I’ve only been with Acquia for three weeks as a intern and I have to say I love every moment of it. I work on the Operations and Hosting Engineering team and last week, my second week, I was placed on a on-call rotation for Operations. A on-call rotation is like being an E.R. Doctor though my patients were servers. You have to set up your phone and laptop to receive ‘critical’ notifications from our internal monitoring and notification system as well as be prepared with all the tools you could possibly need to handle any situation. Being on call is like being a technology boyscout, always prepared.

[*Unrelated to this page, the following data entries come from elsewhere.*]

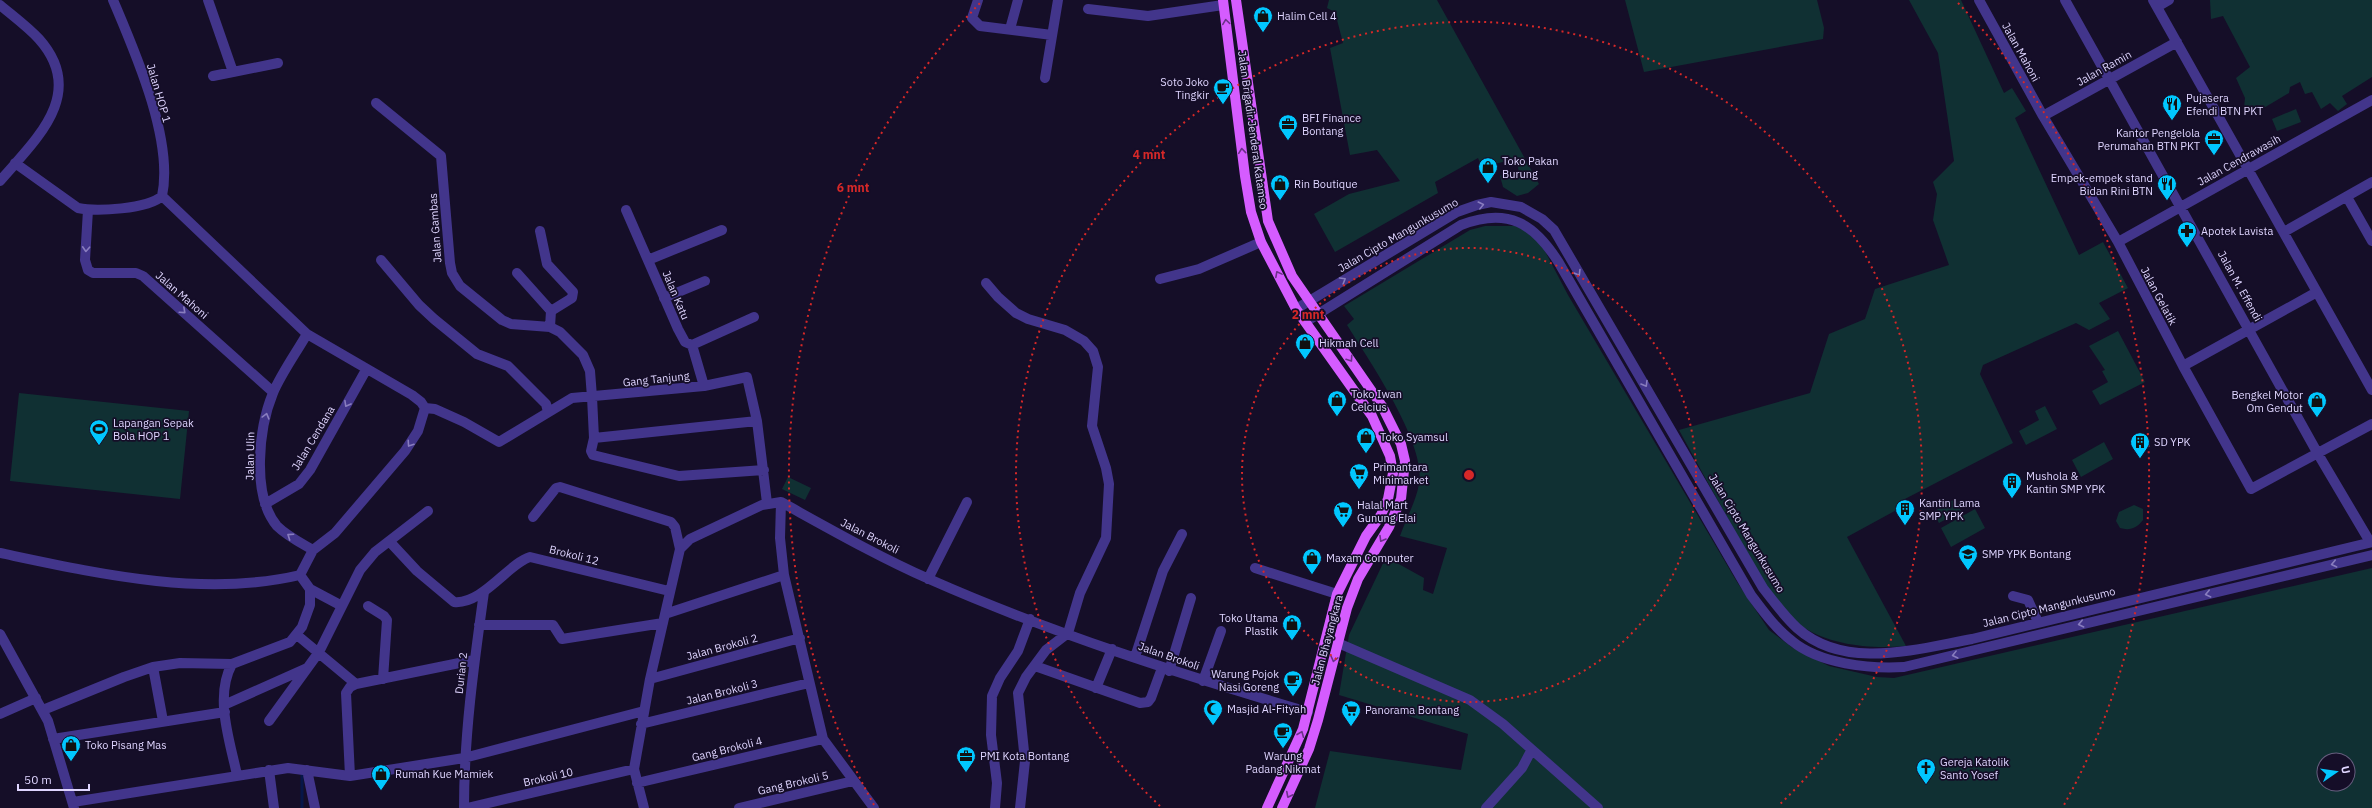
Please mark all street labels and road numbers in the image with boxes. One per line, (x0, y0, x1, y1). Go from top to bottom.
street label: Jalan Mahoni (1999, 20, 2043, 84)
street label: Jalan Ramin (2074, 47, 2134, 89)
street label: Jalan Brigadir Jenderal Katamso (1235, 50, 1271, 210)
street label: Jalan HOP 1 (144, 62, 174, 124)
street label: Jalan Cendrawasih (2195, 131, 2283, 189)
street label: Jalan Gambas (426, 193, 444, 263)
street label: Jalan Cipto Mangunkusumo (1335, 195, 1461, 275)
street label: Jalan M. Effendi (2215, 248, 2265, 324)
street label: Jalan Gelatik (2138, 264, 2180, 328)
street label: Jalan Mahoni (153, 268, 211, 322)
street label: Jalan Katu (659, 268, 693, 322)
street label: Gang Tanjung (622, 369, 690, 389)
street label: Jalan Cendana (288, 403, 338, 473)
street label: Jalan Ulin (243, 432, 257, 480)
street label: Jalan Cipto Mangunkusumo (1706, 471, 1788, 595)
street label: Jalan Brokoli (838, 515, 902, 557)
street label: Brokoli 12 (548, 542, 600, 568)
street label: Jalan Cipto Mangunkusumo (1981, 584, 2117, 630)
street label: Jalan Bhayangkara (1308, 593, 1346, 687)
street label: Jalan Brokoli 2 (685, 631, 759, 663)
street label: Jalan Brokoli (1136, 639, 1202, 673)
street label: Durian 2 (452, 652, 470, 694)
street label: Jalan Brokoli 3 (685, 676, 759, 708)
street label: Gang Brokoli 4 (690, 733, 764, 765)
street label: Brokoli 10 (522, 764, 574, 790)
street label: Gang Brokoli 5 (756, 768, 830, 798)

I won’t lie to you, I was very nervous - two weeks working at Acquia and being trusted with handling any event that could potentially arise - from a server failing, database servers falling out of sync (which occurs rarely) or handling any type of request that comes in from any of our clients that needs to be resolved right away.
My week on call wasn’t too rough; the worst that occurred was a web server hard drive died at 3AM on Saturday and I had to wake up and revive the server as quickly as possible. Rather than wait for the drive to be recovered, I took the web server out of rotation and replaced it with a brand new server, in less than 30 minutes. I’ll be honest, the next time this type of emergency occurs I will have it resolved in less than 20 minutes. The great thing is, our client’s website was never offline. If you’re wondering how that is, even our basic level of Acquia Managed Cloud hosting provides our customers redundant servers with automatic fail over at every level of the infrastructure. This particular web server happened to fail in a multi-tier configuration, pictured here:
I have experience working in hosting environments specifically for Drupal and I have to admit Acquia really has our magic recipe for all our systems down to a true science. We have built a world class monitoring infrastructure upon Nagios with many of our own special customizations. The operations team knows well before our customers ever notice an issue. Our goal is to have any issue resolved before our customers notice it. I have to say our uptime numbers are pretty impressive for as large an infrastructure we possess.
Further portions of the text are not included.